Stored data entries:

---+---

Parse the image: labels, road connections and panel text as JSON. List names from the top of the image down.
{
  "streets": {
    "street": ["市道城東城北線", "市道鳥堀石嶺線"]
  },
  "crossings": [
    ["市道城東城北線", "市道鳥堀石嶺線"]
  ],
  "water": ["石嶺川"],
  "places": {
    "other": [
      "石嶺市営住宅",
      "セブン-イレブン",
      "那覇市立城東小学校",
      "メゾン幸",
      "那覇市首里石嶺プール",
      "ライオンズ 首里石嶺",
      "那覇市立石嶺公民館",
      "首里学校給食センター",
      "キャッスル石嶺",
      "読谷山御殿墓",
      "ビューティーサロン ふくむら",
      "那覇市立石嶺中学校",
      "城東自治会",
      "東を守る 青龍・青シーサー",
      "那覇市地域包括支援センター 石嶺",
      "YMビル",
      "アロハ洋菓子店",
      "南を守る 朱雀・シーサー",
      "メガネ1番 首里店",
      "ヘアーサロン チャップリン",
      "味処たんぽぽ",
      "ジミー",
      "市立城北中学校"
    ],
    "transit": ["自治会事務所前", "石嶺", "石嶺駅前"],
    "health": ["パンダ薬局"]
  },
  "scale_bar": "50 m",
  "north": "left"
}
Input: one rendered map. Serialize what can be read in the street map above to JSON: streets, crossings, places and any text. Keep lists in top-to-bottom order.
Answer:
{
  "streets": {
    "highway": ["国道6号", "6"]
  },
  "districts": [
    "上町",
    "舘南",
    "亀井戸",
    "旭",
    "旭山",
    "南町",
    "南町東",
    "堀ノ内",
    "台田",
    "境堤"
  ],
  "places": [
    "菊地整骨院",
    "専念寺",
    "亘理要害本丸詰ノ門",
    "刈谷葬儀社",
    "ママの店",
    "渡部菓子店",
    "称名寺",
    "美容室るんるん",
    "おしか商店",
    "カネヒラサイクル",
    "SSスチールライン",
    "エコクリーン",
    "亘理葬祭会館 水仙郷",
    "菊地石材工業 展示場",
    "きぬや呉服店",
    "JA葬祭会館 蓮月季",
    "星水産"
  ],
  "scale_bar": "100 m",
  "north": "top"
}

---+---

§ Work instruction: Could you return every record above exactly as written?

§ Exercise result:
Parse the image: labels, road connections and panel text as JSON. List names from the top of the image down.
{
  "streets": {
    "street": ["市道城東城北線", "市道鳥堀石嶺線"]
  },
  "crossings": [
    ["市道城東城北線", "市道鳥堀石嶺線"]
  ],
  "water": ["石嶺川"],
  "places": {
    "other": [
      "石嶺市営住宅",
      "セブン-イレブン",
      "那覇市立城東小学校",
      "メゾン幸",
      "那覇市首里石嶺プール",
      "ライオンズ 首里石嶺",
      "那覇市立石嶺公民館",
      "首里学校給食センター",
      "キャッスル石嶺",
      "読谷山御殿墓",
      "ビューティーサロン ふくむら",
      "那覇市立石嶺中学校",
      "城東自治会",
      "東を守る 青龍・青シーサー",
      "那覇市地域包括支援センター 石嶺",
      "YMビル",
      "アロハ洋菓子店",
      "南を守る 朱雀・シーサー",
      "メガネ1番 首里店",
      "ヘアーサロン チャップリン",
      "味処たんぽぽ",
      "ジミー",
      "市立城北中学校"
    ],
    "transit": ["自治会事務所前", "石嶺", "石嶺駅前"],
    "health": ["パンダ薬局"]
  },
  "scale_bar": "50 m",
  "north": "left"
}
Input: one rendered map. Serialize what can be read in the street map above to JSON: streets, crossings, places and any text. Keep lists in top-to-bottom order.
Answer:
{
  "streets": {
    "highway": ["国道6号", "6"]
  },
  "districts": [
    "上町",
    "舘南",
    "亀井戸",
    "旭",
    "旭山",
    "南町",
    "南町東",
    "堀ノ内",
    "台田",
    "境堤"
  ],
  "places": [
    "菊地整骨院",
    "専念寺",
    "亘理要害本丸詰ノ門",
    "刈谷葬儀社",
    "ママの店",
    "渡部菓子店",
    "称名寺",
    "美容室るんるん",
    "おしか商店",
    "カネヒラサイクル",
    "SSスチールライン",
    "エコクリーン",
    "亘理葬祭会館 水仙郷",
    "菊地石材工業 展示場",
    "きぬや呉服店",
    "JA葬祭会館 蓮月季",
    "星水産"
  ],
  "scale_bar": "100 m",
  "north": "top"
}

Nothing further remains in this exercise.